List all lines of the data containing the word "stream".

**Stored data entries:**
"""

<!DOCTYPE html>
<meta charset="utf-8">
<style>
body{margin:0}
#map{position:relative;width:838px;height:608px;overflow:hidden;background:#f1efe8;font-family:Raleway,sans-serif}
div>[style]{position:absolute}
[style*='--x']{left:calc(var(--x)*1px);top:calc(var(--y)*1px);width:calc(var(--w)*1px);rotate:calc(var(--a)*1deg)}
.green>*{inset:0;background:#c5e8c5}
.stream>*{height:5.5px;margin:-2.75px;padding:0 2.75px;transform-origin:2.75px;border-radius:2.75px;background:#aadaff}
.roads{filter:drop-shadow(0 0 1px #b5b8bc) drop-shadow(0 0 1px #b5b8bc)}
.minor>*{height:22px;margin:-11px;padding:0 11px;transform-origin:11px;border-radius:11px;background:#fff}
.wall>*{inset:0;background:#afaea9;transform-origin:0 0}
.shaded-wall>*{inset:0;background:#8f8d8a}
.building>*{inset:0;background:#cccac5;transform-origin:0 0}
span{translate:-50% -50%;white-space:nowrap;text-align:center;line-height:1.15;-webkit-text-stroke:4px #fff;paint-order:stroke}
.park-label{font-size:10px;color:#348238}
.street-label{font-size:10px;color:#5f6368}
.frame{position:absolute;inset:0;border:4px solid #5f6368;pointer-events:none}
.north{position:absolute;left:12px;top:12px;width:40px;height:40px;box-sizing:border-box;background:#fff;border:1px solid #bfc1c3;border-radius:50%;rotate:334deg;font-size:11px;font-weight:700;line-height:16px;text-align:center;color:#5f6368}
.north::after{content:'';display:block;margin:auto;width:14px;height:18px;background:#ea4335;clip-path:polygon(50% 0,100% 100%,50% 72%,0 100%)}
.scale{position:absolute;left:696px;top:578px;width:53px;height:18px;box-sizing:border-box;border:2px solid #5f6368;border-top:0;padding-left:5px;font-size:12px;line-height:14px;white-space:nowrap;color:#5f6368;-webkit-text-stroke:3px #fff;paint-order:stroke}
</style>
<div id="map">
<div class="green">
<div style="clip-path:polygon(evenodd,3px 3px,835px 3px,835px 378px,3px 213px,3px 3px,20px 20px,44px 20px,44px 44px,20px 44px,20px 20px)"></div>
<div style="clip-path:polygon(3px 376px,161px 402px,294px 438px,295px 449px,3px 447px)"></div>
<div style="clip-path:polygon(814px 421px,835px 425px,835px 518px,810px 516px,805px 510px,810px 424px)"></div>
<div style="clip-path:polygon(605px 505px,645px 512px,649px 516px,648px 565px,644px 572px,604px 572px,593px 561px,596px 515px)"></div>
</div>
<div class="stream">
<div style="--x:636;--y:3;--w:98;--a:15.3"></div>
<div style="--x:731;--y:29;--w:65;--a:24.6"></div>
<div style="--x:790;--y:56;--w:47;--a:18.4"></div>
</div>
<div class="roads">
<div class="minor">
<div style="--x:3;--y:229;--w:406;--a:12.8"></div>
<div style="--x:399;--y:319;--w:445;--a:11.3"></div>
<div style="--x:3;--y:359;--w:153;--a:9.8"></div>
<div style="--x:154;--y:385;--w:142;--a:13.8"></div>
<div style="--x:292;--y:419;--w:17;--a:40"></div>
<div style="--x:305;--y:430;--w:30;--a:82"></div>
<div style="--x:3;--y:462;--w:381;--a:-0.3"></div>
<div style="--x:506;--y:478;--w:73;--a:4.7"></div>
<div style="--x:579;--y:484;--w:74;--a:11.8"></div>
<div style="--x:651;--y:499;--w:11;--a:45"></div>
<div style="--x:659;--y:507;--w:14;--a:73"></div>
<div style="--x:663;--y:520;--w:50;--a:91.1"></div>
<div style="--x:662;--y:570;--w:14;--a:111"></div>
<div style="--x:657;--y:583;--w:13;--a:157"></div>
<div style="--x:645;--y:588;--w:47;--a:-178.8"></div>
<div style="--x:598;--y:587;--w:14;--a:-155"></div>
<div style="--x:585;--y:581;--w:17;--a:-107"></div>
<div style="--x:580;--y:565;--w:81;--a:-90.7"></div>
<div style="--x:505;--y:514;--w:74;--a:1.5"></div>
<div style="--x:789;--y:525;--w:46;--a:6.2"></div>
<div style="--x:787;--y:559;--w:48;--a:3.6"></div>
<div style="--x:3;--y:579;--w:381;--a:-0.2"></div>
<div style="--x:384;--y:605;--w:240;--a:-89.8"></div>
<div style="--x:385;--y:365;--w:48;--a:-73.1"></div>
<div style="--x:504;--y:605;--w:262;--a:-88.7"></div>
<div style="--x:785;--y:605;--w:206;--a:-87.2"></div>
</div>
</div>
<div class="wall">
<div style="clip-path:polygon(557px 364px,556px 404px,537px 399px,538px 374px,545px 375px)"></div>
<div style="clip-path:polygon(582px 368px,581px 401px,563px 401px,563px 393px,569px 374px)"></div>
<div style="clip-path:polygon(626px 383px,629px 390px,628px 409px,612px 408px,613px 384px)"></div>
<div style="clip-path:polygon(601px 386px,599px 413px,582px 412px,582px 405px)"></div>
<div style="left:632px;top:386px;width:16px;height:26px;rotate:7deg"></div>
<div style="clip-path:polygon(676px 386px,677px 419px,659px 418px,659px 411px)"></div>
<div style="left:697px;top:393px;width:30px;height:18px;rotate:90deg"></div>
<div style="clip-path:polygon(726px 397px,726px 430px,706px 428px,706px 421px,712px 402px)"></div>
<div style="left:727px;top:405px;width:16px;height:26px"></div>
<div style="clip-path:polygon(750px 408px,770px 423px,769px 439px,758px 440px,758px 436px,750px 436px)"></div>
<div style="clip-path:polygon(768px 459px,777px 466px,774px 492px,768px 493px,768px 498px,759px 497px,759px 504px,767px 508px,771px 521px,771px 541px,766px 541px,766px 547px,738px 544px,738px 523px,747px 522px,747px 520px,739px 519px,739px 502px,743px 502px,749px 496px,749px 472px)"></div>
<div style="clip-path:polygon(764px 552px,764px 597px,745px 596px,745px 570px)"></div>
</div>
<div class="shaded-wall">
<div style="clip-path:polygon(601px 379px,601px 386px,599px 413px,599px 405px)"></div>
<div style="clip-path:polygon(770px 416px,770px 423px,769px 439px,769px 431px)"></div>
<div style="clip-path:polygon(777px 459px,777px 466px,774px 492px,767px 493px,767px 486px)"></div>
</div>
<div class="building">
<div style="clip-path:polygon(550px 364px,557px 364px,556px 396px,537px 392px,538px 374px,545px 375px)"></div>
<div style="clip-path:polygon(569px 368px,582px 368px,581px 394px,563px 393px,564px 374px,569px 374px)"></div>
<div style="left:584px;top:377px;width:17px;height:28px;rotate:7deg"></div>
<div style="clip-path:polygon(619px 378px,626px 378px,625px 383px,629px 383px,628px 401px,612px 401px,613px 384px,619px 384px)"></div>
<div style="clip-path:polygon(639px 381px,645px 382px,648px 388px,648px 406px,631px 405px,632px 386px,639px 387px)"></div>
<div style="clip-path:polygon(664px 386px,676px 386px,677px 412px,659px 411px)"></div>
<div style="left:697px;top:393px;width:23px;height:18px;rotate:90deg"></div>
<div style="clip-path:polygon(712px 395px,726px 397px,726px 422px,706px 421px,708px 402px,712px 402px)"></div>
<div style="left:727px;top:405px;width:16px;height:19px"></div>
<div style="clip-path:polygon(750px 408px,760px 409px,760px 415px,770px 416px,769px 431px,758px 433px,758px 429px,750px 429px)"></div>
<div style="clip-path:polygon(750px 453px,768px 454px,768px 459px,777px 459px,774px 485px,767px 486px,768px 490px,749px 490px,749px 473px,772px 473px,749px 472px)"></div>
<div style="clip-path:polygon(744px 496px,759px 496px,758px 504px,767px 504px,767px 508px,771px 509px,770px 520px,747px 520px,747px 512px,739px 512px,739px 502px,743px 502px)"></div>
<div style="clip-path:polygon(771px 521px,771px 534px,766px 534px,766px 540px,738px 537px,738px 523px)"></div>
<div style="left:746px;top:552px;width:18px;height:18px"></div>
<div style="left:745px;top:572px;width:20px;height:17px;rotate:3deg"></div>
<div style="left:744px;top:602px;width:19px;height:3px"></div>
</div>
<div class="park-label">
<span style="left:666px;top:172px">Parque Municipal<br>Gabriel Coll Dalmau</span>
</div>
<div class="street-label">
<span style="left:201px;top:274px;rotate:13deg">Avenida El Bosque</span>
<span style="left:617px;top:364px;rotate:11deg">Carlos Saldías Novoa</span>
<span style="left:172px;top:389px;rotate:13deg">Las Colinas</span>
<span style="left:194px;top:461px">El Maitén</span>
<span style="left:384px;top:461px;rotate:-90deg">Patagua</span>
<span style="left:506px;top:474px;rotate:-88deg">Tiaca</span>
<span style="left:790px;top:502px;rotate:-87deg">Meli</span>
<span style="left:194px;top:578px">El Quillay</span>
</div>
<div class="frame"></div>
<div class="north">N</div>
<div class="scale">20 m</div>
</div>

"""

**Solution to the exercise:**
.stream>*{height:5.5px;margin:-2.75px;padding:0 2.75px;transform-origin:2.75px;border-radius:2.75px;background:#aadaff}
<div class="stream">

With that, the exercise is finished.